[Start of section]

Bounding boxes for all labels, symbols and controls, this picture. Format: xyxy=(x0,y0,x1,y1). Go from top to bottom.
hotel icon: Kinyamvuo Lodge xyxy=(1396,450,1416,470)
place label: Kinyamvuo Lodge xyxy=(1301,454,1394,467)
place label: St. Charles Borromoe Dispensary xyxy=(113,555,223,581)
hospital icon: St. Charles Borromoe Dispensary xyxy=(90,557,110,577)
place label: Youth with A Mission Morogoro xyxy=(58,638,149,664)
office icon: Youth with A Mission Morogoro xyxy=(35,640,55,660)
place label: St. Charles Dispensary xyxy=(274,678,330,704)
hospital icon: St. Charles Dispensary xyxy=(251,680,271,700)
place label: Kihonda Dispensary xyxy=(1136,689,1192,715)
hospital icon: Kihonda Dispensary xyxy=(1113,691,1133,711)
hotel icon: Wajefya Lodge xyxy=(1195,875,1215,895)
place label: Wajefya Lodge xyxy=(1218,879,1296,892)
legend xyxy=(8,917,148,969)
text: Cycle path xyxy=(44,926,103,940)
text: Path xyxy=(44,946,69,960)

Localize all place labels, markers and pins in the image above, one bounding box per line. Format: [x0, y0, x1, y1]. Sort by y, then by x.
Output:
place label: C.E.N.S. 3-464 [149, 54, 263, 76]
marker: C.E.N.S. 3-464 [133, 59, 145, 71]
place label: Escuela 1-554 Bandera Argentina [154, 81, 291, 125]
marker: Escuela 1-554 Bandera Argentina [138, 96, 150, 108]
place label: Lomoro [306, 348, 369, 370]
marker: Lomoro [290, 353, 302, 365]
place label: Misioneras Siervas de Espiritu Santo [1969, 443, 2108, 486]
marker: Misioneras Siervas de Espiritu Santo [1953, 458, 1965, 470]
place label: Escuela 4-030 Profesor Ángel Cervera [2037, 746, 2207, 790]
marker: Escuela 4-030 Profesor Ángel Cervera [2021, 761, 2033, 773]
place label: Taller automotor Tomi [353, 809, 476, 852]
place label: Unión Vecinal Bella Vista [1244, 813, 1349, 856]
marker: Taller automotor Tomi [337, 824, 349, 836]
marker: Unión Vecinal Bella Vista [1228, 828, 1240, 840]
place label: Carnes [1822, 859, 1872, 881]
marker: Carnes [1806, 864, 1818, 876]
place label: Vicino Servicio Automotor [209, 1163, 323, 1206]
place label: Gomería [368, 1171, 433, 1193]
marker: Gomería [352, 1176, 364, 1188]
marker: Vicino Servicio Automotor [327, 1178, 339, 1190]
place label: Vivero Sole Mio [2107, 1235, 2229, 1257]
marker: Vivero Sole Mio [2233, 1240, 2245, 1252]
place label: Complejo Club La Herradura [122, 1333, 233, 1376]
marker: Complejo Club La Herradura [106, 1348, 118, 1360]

[End of section]

* _Exercise description_: The answer must be the lines from the one containing "Localize all place" through the last line of the records, written out exactly; please include nothing more.

* _Answer section_:
Localize all place labels, markers and pins in the image above, one bounding box per line. Format: [x0, y0, x1, y1]. Sort by y, then by x.
Output:
place label: C.E.N.S. 3-464 [149, 54, 263, 76]
marker: C.E.N.S. 3-464 [133, 59, 145, 71]
place label: Escuela 1-554 Bandera Argentina [154, 81, 291, 125]
marker: Escuela 1-554 Bandera Argentina [138, 96, 150, 108]
place label: Lomoro [306, 348, 369, 370]
marker: Lomoro [290, 353, 302, 365]
place label: Misioneras Siervas de Espiritu Santo [1969, 443, 2108, 486]
marker: Misioneras Siervas de Espiritu Santo [1953, 458, 1965, 470]
place label: Escuela 4-030 Profesor Ángel Cervera [2037, 746, 2207, 790]
marker: Escuela 4-030 Profesor Ángel Cervera [2021, 761, 2033, 773]
place label: Taller automotor Tomi [353, 809, 476, 852]
place label: Unión Vecinal Bella Vista [1244, 813, 1349, 856]
marker: Taller automotor Tomi [337, 824, 349, 836]
marker: Unión Vecinal Bella Vista [1228, 828, 1240, 840]
place label: Carnes [1822, 859, 1872, 881]
marker: Carnes [1806, 864, 1818, 876]
place label: Vicino Servicio Automotor [209, 1163, 323, 1206]
place label: Gomería [368, 1171, 433, 1193]
marker: Gomería [352, 1176, 364, 1188]
marker: Vicino Servicio Automotor [327, 1178, 339, 1190]
place label: Vivero Sole Mio [2107, 1235, 2229, 1257]
marker: Vivero Sole Mio [2233, 1240, 2245, 1252]
place label: Complejo Club La Herradura [122, 1333, 233, 1376]
marker: Complejo Club La Herradura [106, 1348, 118, 1360]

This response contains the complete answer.